(Stored data)
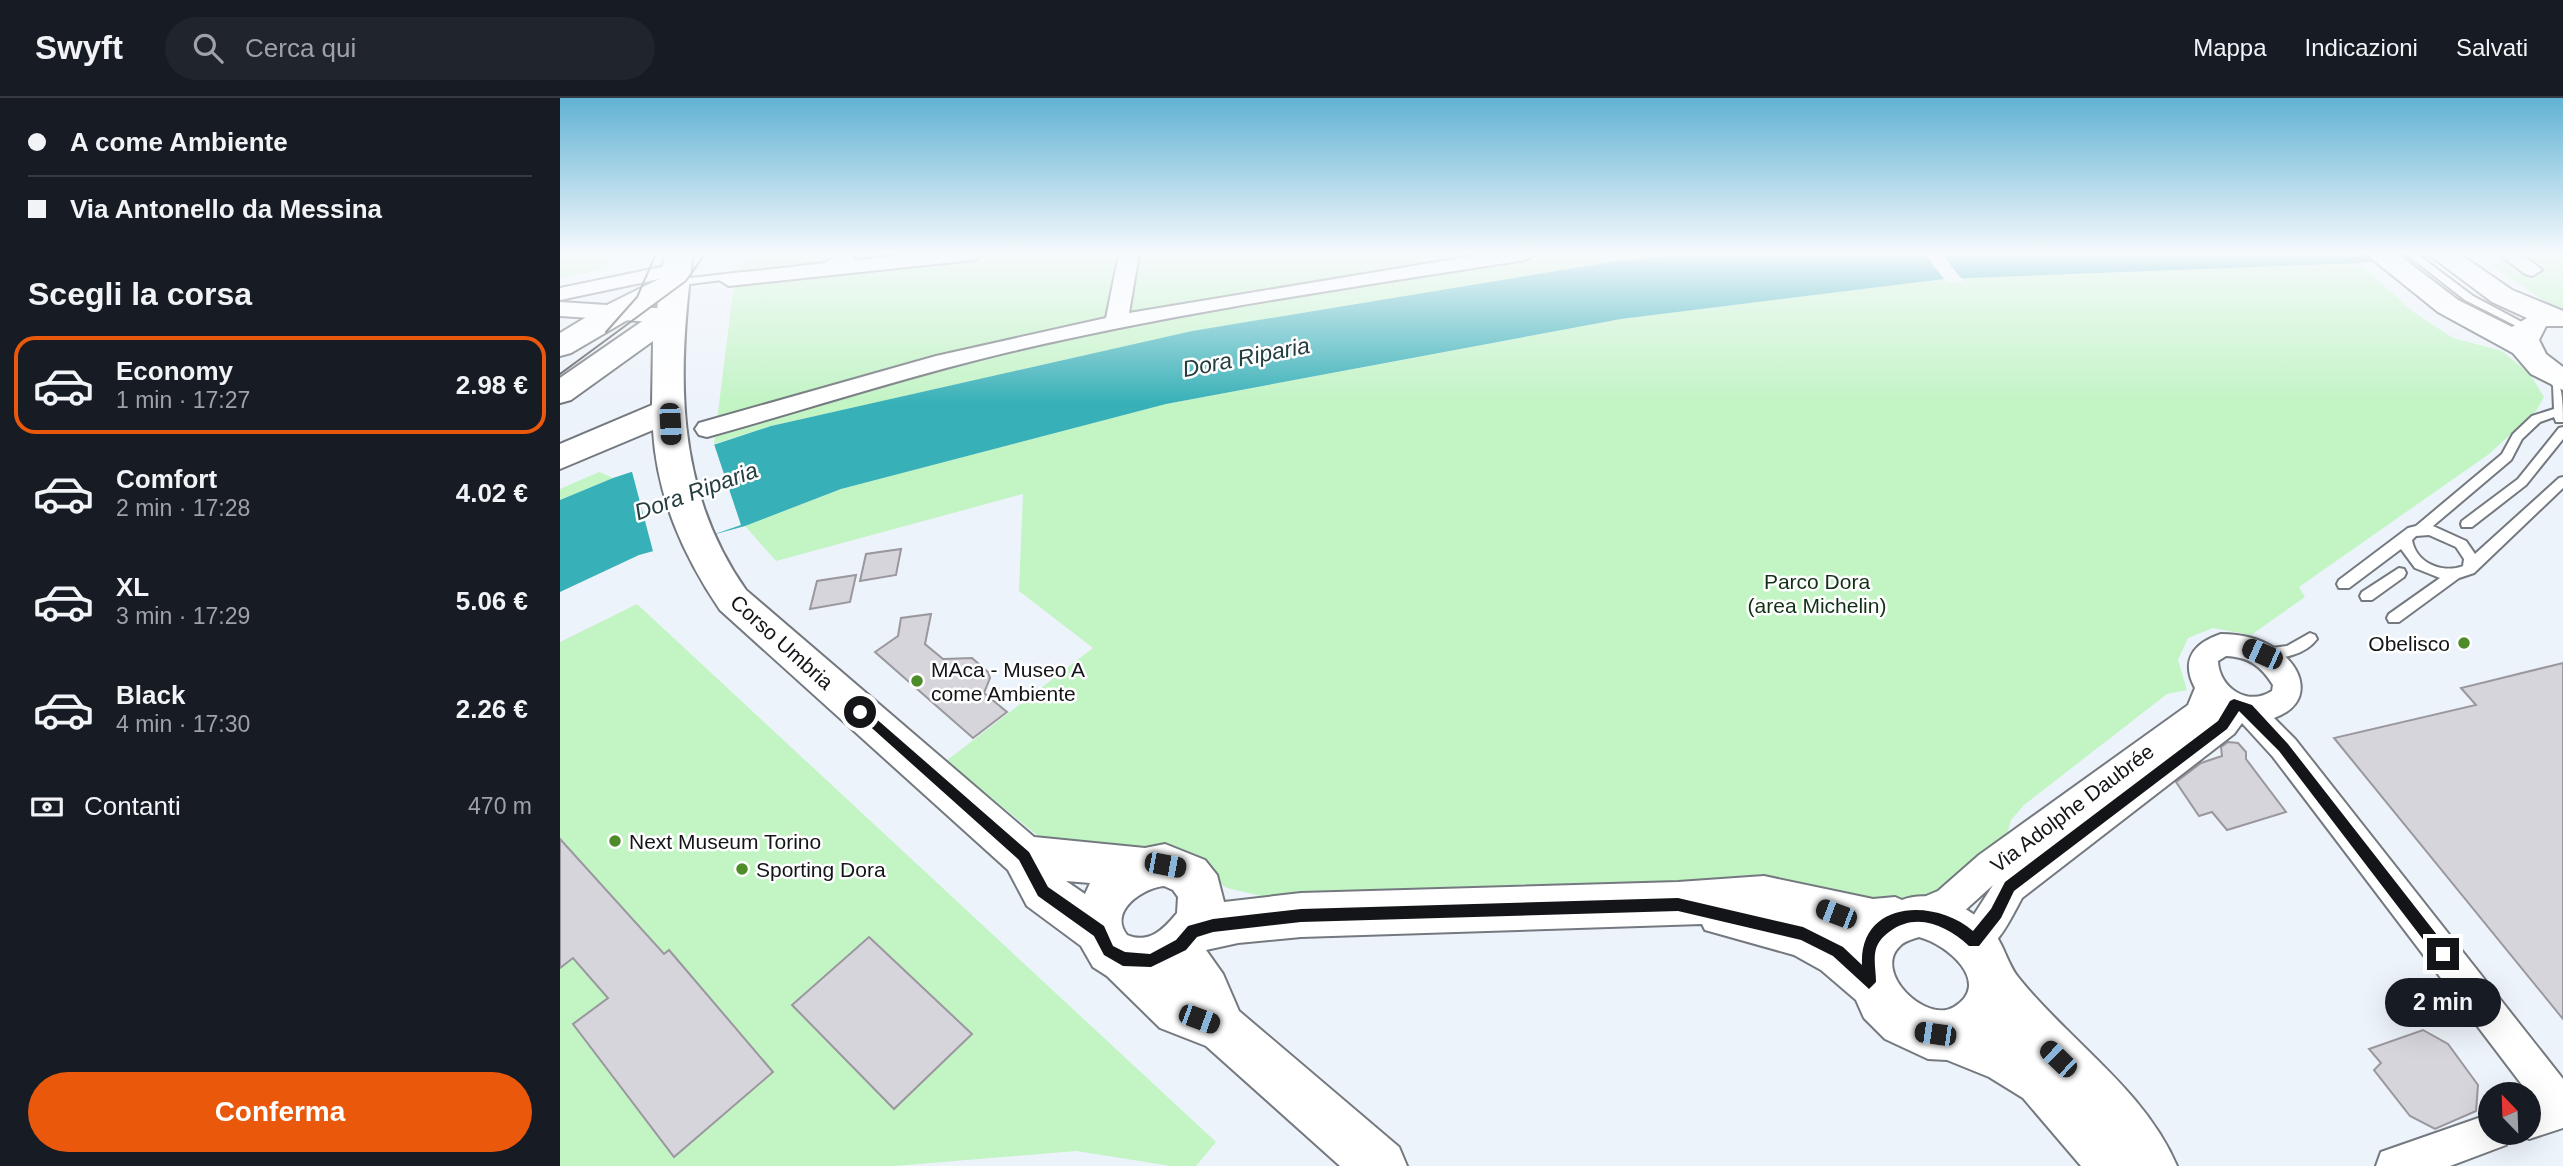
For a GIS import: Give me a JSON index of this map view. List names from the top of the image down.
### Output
{
  "streets": {
    "street": ["Corso Umbria", "Via Adolphe Daubrée"]
  },
  "water": ["Dora Riparia"],
  "parks": ["Parco Dora (area Michelin)"],
  "places": [
    "Obelisco",
    "MAca - Museo A come Ambiente",
    "Next Museum Torino",
    "Sporting Dora"
  ],
  "north": "top left",
  "page": {
    "header": "Swyft",
    "search": "Cerca qui",
    "nav": ["Mappa", "Indicazioni", "Salvati"],
    "banner": ["A come Ambiente", "Via Antonello da Messina"],
    "heading": "Scegli la corsa",
    "list": [
      {
        "name": "Economy",
        "note": "1 min · 17:27",
        "value": "2.98 €"
      },
      {
        "name": "Comfort",
        "note": "2 min · 17:28",
        "value": "4.02 €"
      },
      {
        "name": "XL",
        "note": "3 min · 17:29",
        "value": "5.06 €"
      },
      {
        "name": "Black",
        "note": "4 min · 17:30",
        "value": "2.26 €"
      }
    ],
    "pay": ["Contanti", "470 m"],
    "bubble": "2 min",
    "buttons": "Conferma"
  }
}
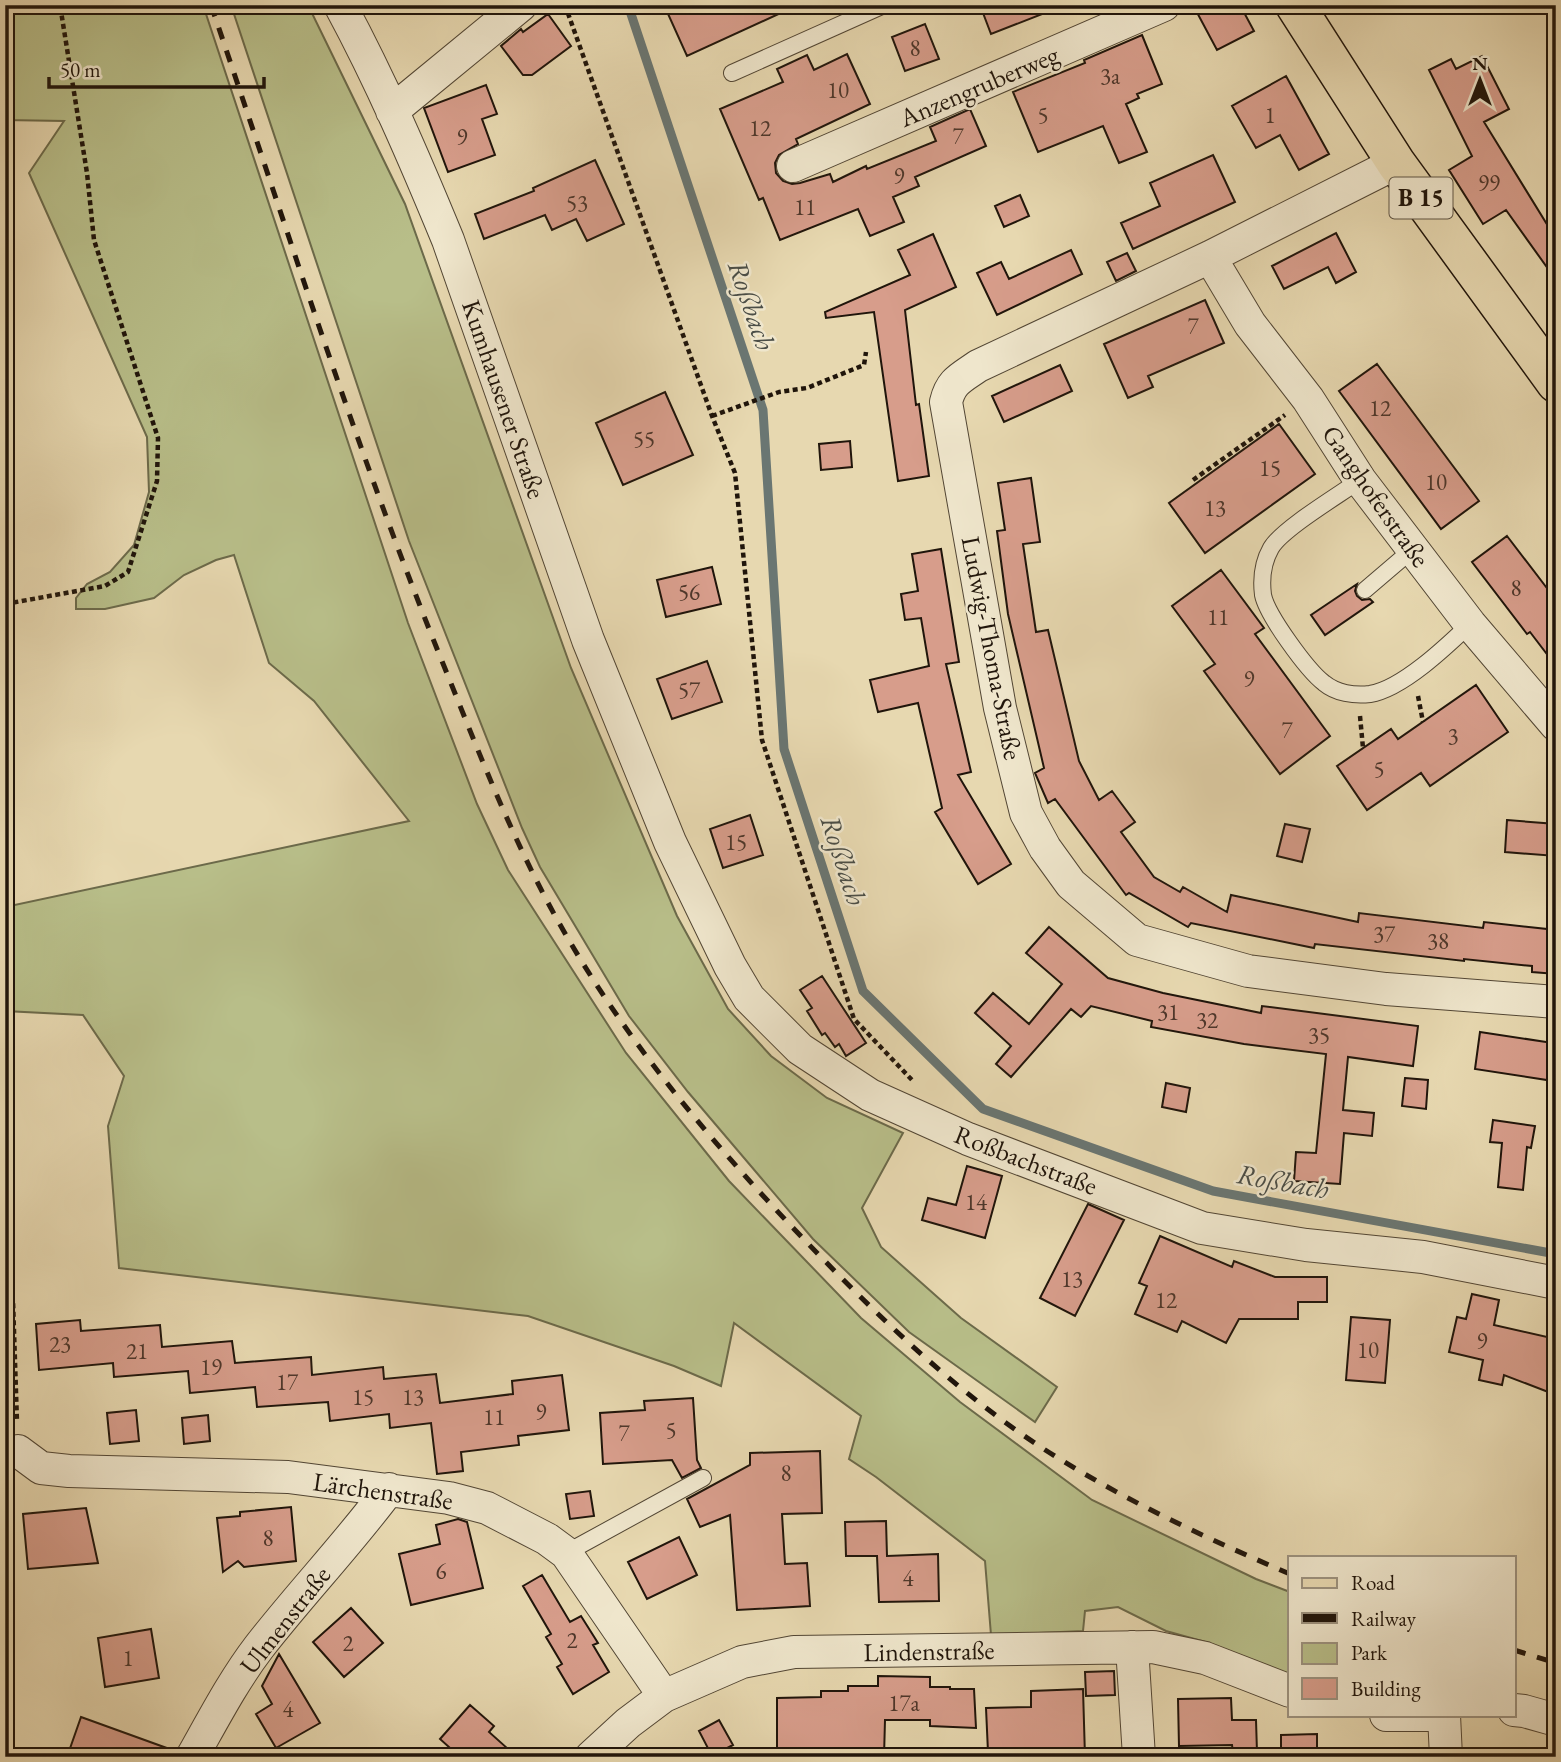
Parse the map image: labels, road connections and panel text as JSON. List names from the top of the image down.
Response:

◆ **WORK REQUIRED**
Send back every line above exactly, skipping all pictures.

◆ **ANSWER BOX**
For a GIS import: Give me a JSON index of this map view. List names from the top of the image down.
### Output
{
  "streets": {
    "street": ["Corso Umbria", "Via Adolphe Daubrée"]
  },
  "water": ["Dora Riparia"],
  "parks": ["Parco Dora (area Michelin)"],
  "places": [
    "Obelisco",
    "MAca - Museo A come Ambiente",
    "Next Museum Torino",
    "Sporting Dora"
  ],
  "north": "top left",
  "page": {
    "header": "Swyft",
    "search": "Cerca qui",
    "nav": ["Mappa", "Indicazioni", "Salvati"],
    "banner": ["A come Ambiente", "Via Antonello da Messina"],
    "heading": "Scegli la corsa",
    "list": [
      {
        "name": "Economy",
        "note": "1 min · 17:27",
        "value": "2.98 €"
      },
      {
        "name": "Comfort",
        "note": "2 min · 17:28",
        "value": "4.02 €"
      },
      {
        "name": "XL",
        "note": "3 min · 17:29",
        "value": "5.06 €"
      },
      {
        "name": "Black",
        "note": "4 min · 17:30",
        "value": "2.26 €"
      }
    ],
    "pay": ["Contanti", "470 m"],
    "bubble": "2 min",
    "buttons": "Conferma"
  }
}
Parse the map image: labels, road connections and panel text as JSON. List names from the top of the image down.
Response:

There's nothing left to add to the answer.